→ **About this exercise**:
Find how many lines below hold "solid", and give that number as the entire answer.

→ **Data to examine**:
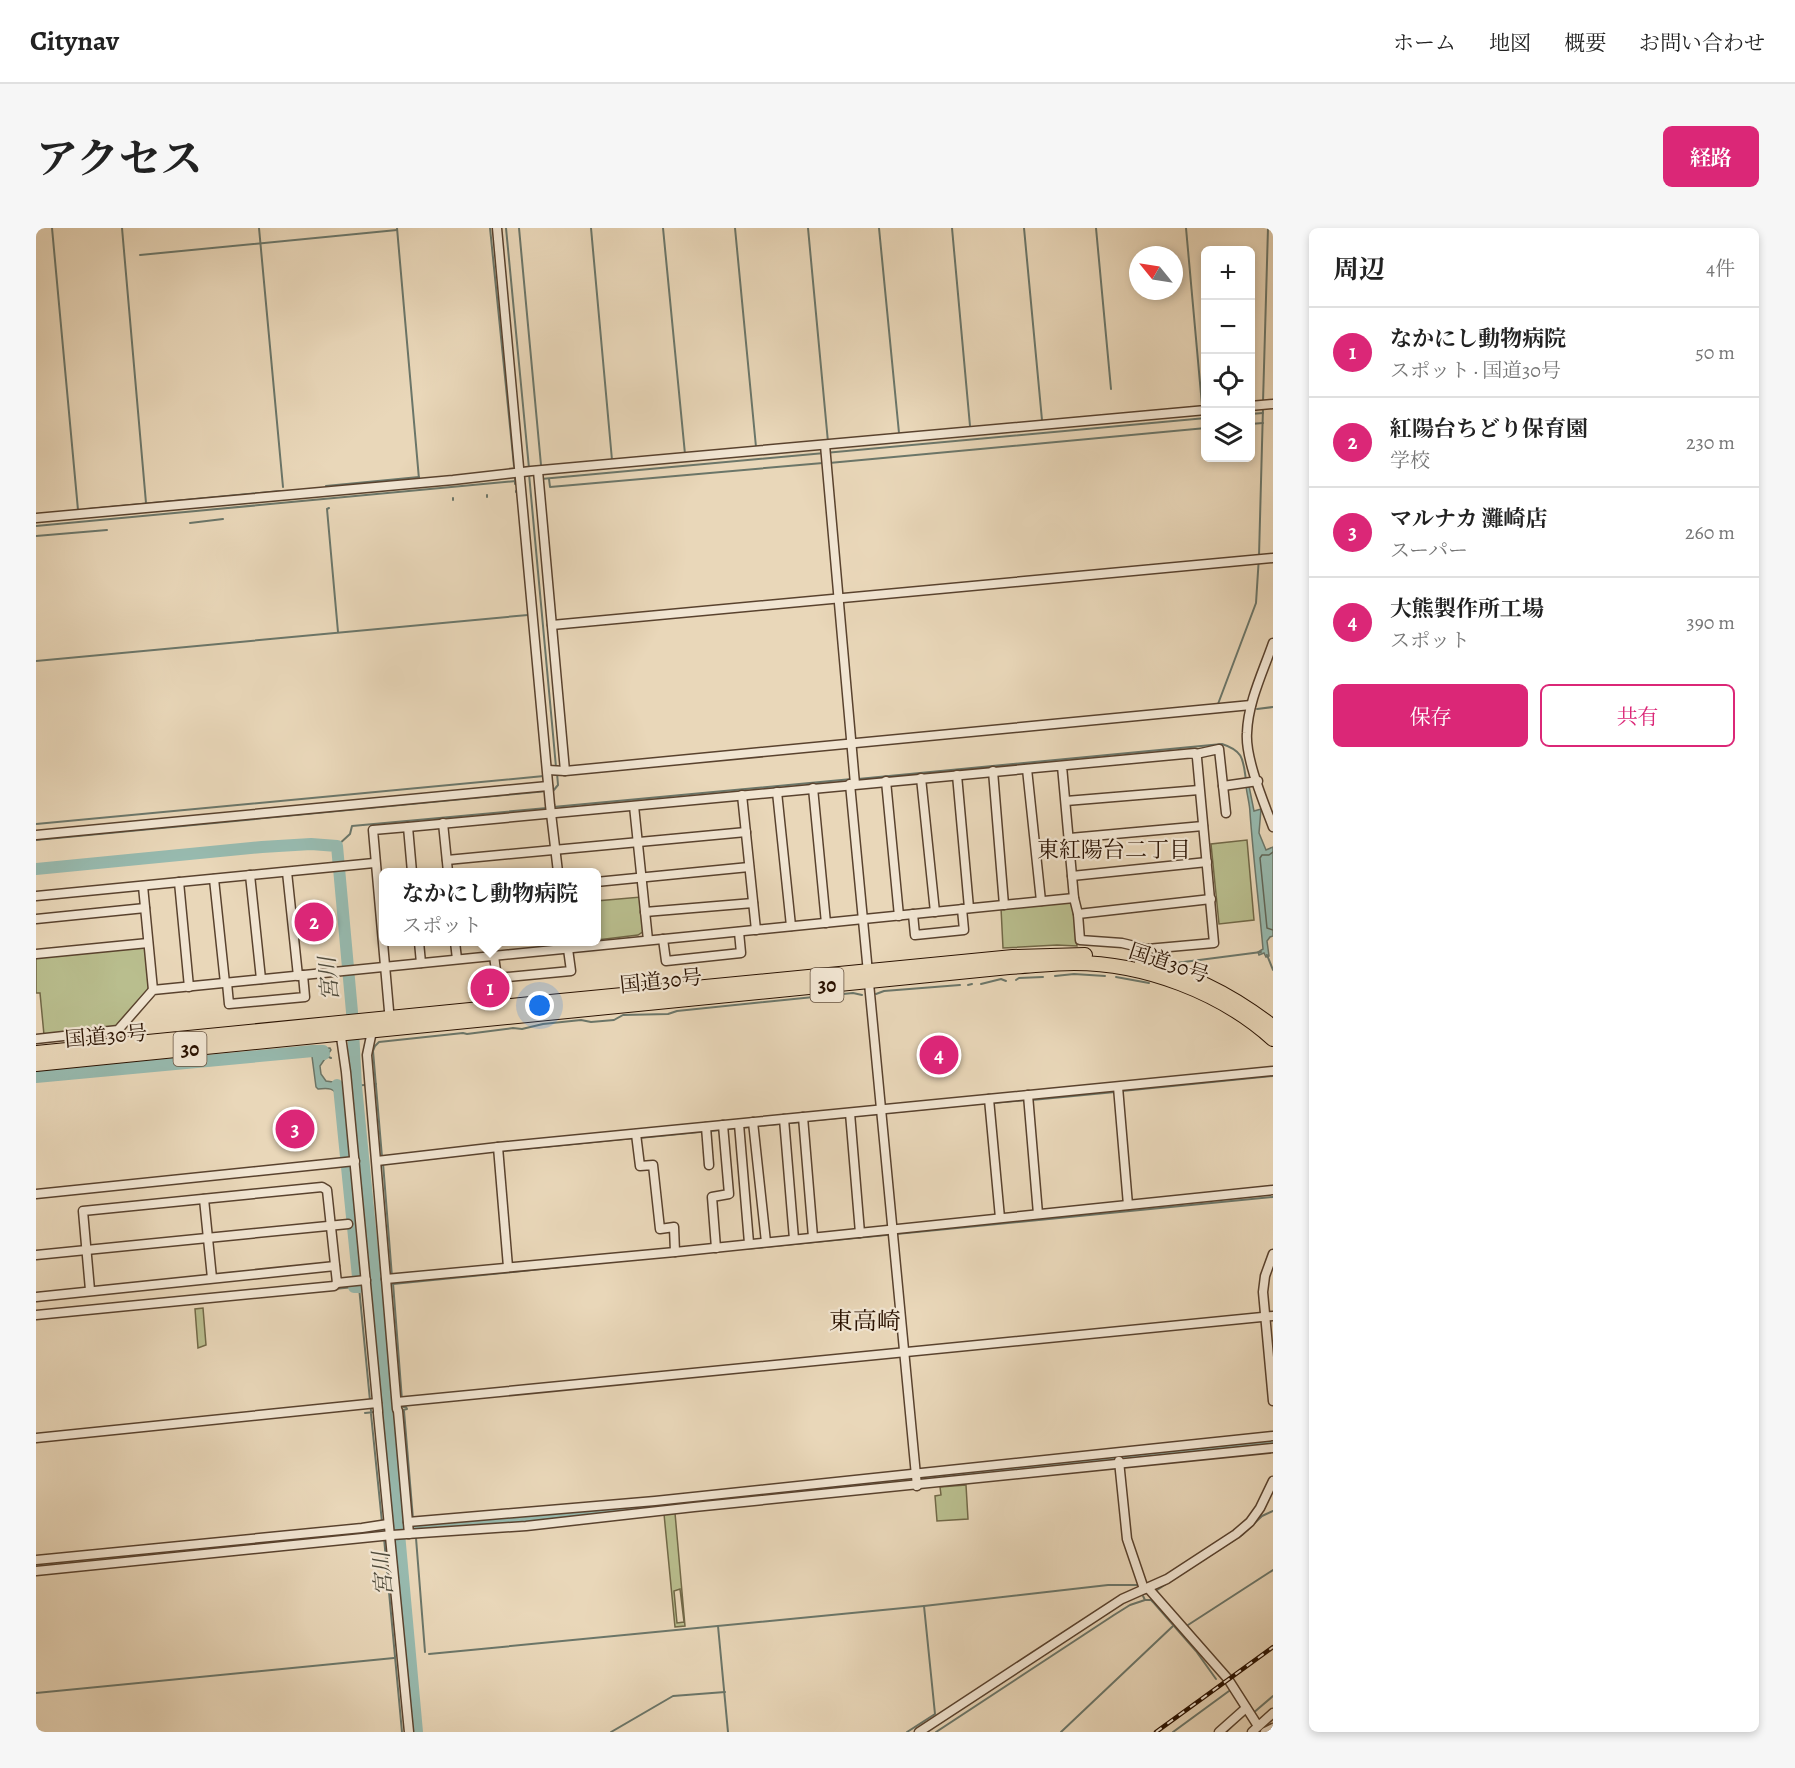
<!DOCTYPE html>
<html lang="ja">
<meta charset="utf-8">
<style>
body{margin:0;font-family:Alegreya,"Noto Serif JP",serif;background:#f6f6f6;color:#222}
.controls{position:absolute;right:18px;top:18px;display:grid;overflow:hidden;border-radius:9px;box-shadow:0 3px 9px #0003}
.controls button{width:54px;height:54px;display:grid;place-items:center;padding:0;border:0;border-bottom:2px solid #e0e0e0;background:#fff;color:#222;font:30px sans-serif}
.compass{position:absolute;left:1093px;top:18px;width:54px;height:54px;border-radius:50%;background:#fff;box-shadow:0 3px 9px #0003;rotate:300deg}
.you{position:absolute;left:504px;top:778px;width:21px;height:21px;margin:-15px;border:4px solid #fff;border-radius:50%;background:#1a73e8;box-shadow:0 0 0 9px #1a73e833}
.badge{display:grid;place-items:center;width:39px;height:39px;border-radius:50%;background:#db2777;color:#fff;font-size:20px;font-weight:700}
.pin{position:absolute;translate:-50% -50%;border:3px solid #fff;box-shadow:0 2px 6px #0006}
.popup{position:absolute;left:343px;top:640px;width:222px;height:78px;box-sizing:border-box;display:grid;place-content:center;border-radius:9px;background:#fff;filter:drop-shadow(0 2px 4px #0005);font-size:20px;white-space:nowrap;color:#767676}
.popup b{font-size:22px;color:#222}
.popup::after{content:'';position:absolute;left:50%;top:100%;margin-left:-12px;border:12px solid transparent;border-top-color:#fff}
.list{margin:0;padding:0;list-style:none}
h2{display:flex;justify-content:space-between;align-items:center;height:78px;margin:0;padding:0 24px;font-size:26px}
h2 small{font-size:20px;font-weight:400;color:#767676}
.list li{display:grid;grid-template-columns:39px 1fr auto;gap:18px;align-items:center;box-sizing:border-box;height:90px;padding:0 24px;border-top:2px solid #e0e0e0}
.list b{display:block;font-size:22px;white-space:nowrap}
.list p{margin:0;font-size:20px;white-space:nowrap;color:#767676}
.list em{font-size:20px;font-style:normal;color:#767676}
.actions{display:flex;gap:12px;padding:18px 24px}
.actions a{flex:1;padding:14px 0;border:2px solid #db2777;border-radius:9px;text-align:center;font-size:21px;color:#db2777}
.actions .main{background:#db2777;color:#fff}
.icon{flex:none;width:33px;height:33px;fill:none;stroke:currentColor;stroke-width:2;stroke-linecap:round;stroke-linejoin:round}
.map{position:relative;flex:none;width:1237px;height:1504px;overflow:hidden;border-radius:9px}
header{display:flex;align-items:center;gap:36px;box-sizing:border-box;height:84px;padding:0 30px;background:#fff;border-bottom:2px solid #e0e0e0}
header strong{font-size:28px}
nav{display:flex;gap:33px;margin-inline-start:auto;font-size:21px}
.intro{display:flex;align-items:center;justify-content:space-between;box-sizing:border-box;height:144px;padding:0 36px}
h1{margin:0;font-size:42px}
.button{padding:15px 27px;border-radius:9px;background:#db2777;color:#fff;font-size:21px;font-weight:700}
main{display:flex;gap:36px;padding:0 36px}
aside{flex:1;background:#fff;border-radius:9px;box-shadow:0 3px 9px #0003}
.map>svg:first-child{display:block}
.green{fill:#b9be8e;stroke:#716847;stroke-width:1.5;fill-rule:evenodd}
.water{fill:#97baaf;stroke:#6b7669;stroke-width:1.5}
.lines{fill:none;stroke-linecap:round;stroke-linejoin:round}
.shore{stroke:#606658;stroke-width:1.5}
.stream{stroke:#6b7669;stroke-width:2}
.river{stroke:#97baaf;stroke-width:12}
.minor-casing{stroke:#59422e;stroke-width:11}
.trunk-casing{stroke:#291100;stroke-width:16}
.minor{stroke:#f1e5d2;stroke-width:8}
.trunk{stroke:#e9d7b9;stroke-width:14}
.rail-casing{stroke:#291100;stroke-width:4.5}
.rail{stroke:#f1e5d2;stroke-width:2;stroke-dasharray:7;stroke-linecap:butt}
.labels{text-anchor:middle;stroke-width:4.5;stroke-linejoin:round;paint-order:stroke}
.shield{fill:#f1e5d2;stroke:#65513f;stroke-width:1.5}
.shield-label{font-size:20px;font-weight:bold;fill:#291100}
.street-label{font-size:21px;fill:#291100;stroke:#f1e5d2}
.neighbourhood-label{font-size:22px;fill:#291100;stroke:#f1e5d2}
.water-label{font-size:22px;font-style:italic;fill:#504c3d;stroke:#f1e5d2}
.quarter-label{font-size:24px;fill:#291100;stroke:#f1e5d2}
</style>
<header>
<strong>Citynav</strong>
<nav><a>ホーム</a><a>地図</a><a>概要</a><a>お問い合わせ</a></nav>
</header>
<div class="intro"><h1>アクセス</h1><a class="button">経路</a></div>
<main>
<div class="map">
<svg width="1237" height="1504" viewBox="0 0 1237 1504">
<rect width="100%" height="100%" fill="#e9d7b9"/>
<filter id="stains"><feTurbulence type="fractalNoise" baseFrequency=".00333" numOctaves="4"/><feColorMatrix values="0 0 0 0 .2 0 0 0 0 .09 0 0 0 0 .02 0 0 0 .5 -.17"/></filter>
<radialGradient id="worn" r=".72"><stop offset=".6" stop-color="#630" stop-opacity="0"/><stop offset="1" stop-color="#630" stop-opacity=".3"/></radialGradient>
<g class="green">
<path d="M1211 612 1218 692 1183 696 1175 616Z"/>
<path d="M605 669 608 703 602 707 561 712 560 673Z"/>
<path d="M1035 673 1039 679 1041 718 1021 717 967 720 965 680Z"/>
<path d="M110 718 114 761 84 798 8 807 4 765H0V729Z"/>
<path d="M167 1080 170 1117 162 1120 159 1081Z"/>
<path d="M930 1257 932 1291 901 1293 899 1268 905 1267 904 1259Z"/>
<path d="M639 1285 649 1398 639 1399 628 1286ZM644 1361 648 1394 641 1395 638 1363Z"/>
</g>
<g class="water">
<path d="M1210 558H1213L1218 583 1225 581 1223 605 1230 622 1237 619V708L1234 709 1231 713 1233 728 1230 729 1228 725 1223 727 1222 724 1227 721 1226 710C1222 668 1217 626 1214 585 1214 577 1211 567 1210 558Z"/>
<path d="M294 820 295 822 284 838 285 846 290 853 304 855 307 858V871H302C300 859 291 860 282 861L280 859 275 821Z"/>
</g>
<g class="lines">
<path class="shore" d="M1237 624 1233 627H1226L1224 630 1231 700 1237 702"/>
<g class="stream">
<path d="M16 0 42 282H44"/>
<path d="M86 0 110 275"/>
<path d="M223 0 247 259"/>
<path d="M361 0 383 251"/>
<path d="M454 0 478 238"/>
<path d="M470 0 493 240"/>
<path d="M483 0 505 237"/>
<path d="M555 0 576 232"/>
<path d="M627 0 649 226"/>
<path d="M699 0 720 219"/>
<path d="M772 0 792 214"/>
<path d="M843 0 863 205"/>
<path d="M916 0 934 198"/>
<path d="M988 0 1006 192"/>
<path d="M1060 0 1075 161"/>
<path d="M1150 0 1166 177"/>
<path d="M104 27 361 2"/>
<path d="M1227 174 1232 0"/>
<path d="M1214 186 1227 185"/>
<path d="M1214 196 1227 195"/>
<path d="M793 235 1170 200"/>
<path d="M493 246 520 539"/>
<path d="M479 250V256"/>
<path d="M505 251 1170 190"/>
<path d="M513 251 514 259 787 235"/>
<path d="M290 258 383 249"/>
<path d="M480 263V264"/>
<path d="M451 267V269"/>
<path d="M417 270V272"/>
<path d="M293 280 291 281 302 404"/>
<path d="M52 281 244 263"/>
<path d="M154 295 187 291"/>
<path d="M0 298 480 253"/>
<path d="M0 308 71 302"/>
<path d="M0 433 492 387"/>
<path d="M1182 476 1220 375 1223 328 1227 180"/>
<path d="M1221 481 1237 479"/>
<path d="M822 551 1186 516C1208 523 1207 532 1210 552"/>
<path d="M517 563 522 557 521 545"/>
<path d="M517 579 816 551"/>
<path d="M0 596 508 548"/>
<path d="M0 612 511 563"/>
<path d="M301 618 314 606 316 598 511 580"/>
<path d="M1231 727 1237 742"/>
<path d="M1121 730V728L1140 735 1225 724"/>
<path d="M1019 748 1038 746 1069 748"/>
<path d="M1080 749 1113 755"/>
<path d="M980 752 983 750 1007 749"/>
<path d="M945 756 965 751 970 753"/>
<path d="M932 757 936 756"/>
<path d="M840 766 848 763 924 757"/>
<path d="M288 827 295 830"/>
<path d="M312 837 319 836"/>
<path d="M317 858 340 856"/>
<path d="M1086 863 1237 848"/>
<path d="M996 872 1079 864"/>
<path d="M957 875 990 872"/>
<path d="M850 885 951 875"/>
<path d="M818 888 842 886"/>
<path d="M770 893 812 889"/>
<path d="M720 898 765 894"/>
<path d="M690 901 714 899"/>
<path d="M603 910 684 902"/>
<path d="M466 923 598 910"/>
<path d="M346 929 337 823 339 818 343 814 427 805 431 806 477 800 486 801 507 796 545 792 555 794 578 792 587 787 632 786 641 783 817 765 826 767"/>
<path d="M385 932 460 923"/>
<path d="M347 935 356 1049"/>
<path d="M709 1021 1237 969"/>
<path d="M357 1055 366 1172"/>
<path d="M357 1056 545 1037"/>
<path d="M323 1059 335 1183"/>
<path d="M298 1061 318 1059"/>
<path d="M367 1182 371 1181 370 1179H367"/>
<path d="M368 1183 377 1291"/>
<path d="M329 1185 359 1182"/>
<path d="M335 1186 347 1304"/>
<path d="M348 1310 366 1504"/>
<path d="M380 1310 389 1424"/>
<path d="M1121 1362 1206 1307 1226 1288 1237 1283"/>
<path d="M1107 1368 1109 1372H1115L1118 1375 1160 1423 1180 1451"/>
<path d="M1152 1397 1237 1342"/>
<path d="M682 1398 692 1504"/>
<path d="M393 1426 888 1378 1072 1357H1102"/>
<path d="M0 1465 358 1430"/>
<path d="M1216 1486 1237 1468"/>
<path d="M575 1504 637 1468 689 1464"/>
<path d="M871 1504 899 1486 888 1378"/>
<path d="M900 1504 1078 1387 1094 1377 1109 1372"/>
<path d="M1025 1504 1137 1398"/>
<path d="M1137 1504 1193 1463"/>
<path d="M1190 1504 1201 1493"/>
</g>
<g class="river">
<path d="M0 641 226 619 275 616 301 618 316 784 320 858 352 1182"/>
<path d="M0 849 277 823H287L288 826"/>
<path d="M301 857 303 859 323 1059H318"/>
<path d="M352 1184 381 1504"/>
<path d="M0 1337 346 1302 465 1294 1237 1214"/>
</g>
<g class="minor-casing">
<g id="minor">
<path d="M461 0 514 577 522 644"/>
<path d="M1214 178 1237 176"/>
<path d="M789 217 819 556"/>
<path d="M502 243 529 543"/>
<path d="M0 290 417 252 495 243 1170 182"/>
<path d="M516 397 1237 330"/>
<path d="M1237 415C1227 444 1212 474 1211 505 1209 530 1228 575 1237 599"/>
<path d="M1160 526 1183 521 1190 585"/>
<path d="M991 541 1005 673"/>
<path d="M512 542 529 543 1215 477"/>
<path d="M957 543 968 677"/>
<path d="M921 547 933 680"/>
<path d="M885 550 899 684"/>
<path d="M850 553 863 688"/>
<path d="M814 556 881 1258"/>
<path d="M1187 558 1222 553"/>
<path d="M777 560 790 695"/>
<path d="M741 564 755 698"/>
<path d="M706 567 720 702"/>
<path d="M1030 573 1163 562"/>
<path d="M598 578 612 712"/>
<path d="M407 595 412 644"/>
<path d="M372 599 376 644"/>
<path d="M0 607 512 558"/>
<path d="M1034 610 1167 598"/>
<path d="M411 632 710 604"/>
<path d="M251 644 262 748"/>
<path d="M214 647 225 751"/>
<path d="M1036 648 1171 634"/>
<path d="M178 651 189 755"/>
<path d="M143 654 153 759"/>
<path d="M560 654 713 639"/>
<path d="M107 658 117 762"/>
<path d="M0 668 338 635"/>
<path d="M609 684 717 675"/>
<path d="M877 686 879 707 928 702 926 681"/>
<path d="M1042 686 1175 671"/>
<path d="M0 691 109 680"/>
<path d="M627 711 630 733 705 725 703 704"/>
<path d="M383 714 385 735"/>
<path d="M419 714 421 731"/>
<path d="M0 726 112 715"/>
<path d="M458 728 461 750 535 743 532 721"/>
<path d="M191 755 193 776 269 769 267 747"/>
<path d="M354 794 337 602 372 599 1159 525 1161 530 1178 715 1111 721 1086 715 1044 712 1042 686 1038 670 1026 538"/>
<path d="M334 799 335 808 331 827 361 1181"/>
<path d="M304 802 310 844 342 1183"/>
<path d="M0 811 82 802 117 762 1038 670"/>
<path d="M1082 859 1092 977"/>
<path d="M992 867 1002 986"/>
<path d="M953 871 964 990"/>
<path d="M814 885 824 1005"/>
<path d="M767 889 777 1009"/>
<path d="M748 891 758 1011"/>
<path d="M717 894 730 1014"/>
<path d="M703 896 713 1015"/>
<path d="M670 899 673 937"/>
<path d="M600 906 604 938 617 937 624 1001 638 999 639 1024"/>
<path d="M462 919 472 1039"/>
<path d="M341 933 462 919 1237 843"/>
<path d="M0 966 319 933"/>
<path d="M168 971 176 1050"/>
<path d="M680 1020 676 969 693 966 687 897"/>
<path d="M1237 1026 1229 1048 1227 1064 1237 1173"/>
<path d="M0 1027 312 996"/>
<path d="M350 1051 639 1024 1237 962"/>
<path d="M54 1062 47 983 286 959 291 962 301 1055 330 1052"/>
<path d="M0 1069 299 1038"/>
<path d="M0 1087 298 1058 301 1055"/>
<path d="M361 1174 1237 1088"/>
<path d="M362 1183 373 1306"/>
<path d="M342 1185 373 1504"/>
<path d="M0 1210 341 1175"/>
<path d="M1083 1233 1091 1311 1108 1361"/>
<path d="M372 1294 619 1273 1237 1208"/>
<path d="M0 1332 326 1300 352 1296"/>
<path d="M0 1343 356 1307 490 1298 658 1279 1237 1220"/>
<path d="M1112 1360 1192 1451 1222 1498"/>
<path d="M883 1504 1086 1371 1131 1351 1200 1306 1214 1294 1224 1280 1237 1253"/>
<path d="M1183 1504 1210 1480"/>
<path d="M1216 1504 1237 1485"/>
<path d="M1229 1504 1237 1500"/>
</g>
</g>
<g class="trunk-casing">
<g id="trunk">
<path d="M1106 735C1155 746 1199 769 1237 799"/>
<path d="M0 825C326 793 651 760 977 729L1049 727"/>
<path d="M0 836 973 739C995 738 1016 735 1038 735 1108 735 1185 764 1237 811"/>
</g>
</g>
<use href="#minor" class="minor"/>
<use href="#trunk" class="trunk"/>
<g class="rail-casing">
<path id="rail" d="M1120 1504 1237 1419"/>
</g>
<use href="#rail" class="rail"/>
</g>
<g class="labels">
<g class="shield">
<rect x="774.5" y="740" width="33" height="34" rx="4.5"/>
<rect x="137.5" y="804" width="33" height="34" rx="4.5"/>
</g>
<g class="shield-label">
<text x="791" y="764">30</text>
<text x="154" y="828">30</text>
</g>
<g class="street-label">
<text transform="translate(1133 735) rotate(18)" y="7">国道30号</text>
<text transform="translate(625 753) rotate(-6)" y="7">国道30号</text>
<text transform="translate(70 808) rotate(-5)" y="7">国道30号</text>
</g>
<g class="neighbourhood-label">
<text x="1078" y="629">東紅陽台二丁目</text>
</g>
<g class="water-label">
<text transform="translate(292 751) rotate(-95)" y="8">宮川</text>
<text transform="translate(346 1346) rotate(-95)" y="8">宮川</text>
</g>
<g class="quarter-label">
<text x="829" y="1101">東高崎</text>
</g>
</g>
<rect width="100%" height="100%" filter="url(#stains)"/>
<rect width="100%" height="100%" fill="url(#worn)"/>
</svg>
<div class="controls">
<button>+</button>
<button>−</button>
<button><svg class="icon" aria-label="locate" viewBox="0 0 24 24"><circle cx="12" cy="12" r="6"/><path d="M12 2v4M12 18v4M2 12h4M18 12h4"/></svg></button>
<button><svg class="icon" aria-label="layers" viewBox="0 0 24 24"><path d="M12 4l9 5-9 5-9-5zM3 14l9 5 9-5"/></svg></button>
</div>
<svg class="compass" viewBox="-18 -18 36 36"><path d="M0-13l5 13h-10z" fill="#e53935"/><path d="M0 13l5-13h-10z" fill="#767676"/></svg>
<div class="you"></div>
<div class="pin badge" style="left:454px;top:760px">1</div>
<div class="popup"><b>なかにし動物病院</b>スポット</div>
<div class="pin badge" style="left:278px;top:694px">2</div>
<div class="pin badge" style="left:259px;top:901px">3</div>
<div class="pin badge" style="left:903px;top:827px">4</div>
</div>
<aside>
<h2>周辺<small>4件</small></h2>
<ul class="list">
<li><span class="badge">1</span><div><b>なかにし動物病院</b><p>スポット · 国道30号</p></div><em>50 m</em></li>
<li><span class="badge">2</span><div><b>紅陽台ちどり保育園</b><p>学校</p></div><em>230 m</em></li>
<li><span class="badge">3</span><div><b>マルナカ 灘崎店</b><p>スーパー</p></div><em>260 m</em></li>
<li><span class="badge">4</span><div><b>大熊製作所工場</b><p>スポット</p></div><em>390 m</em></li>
</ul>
<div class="actions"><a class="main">保存</a><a>共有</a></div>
</aside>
</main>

→ **Response to the exercise**:
7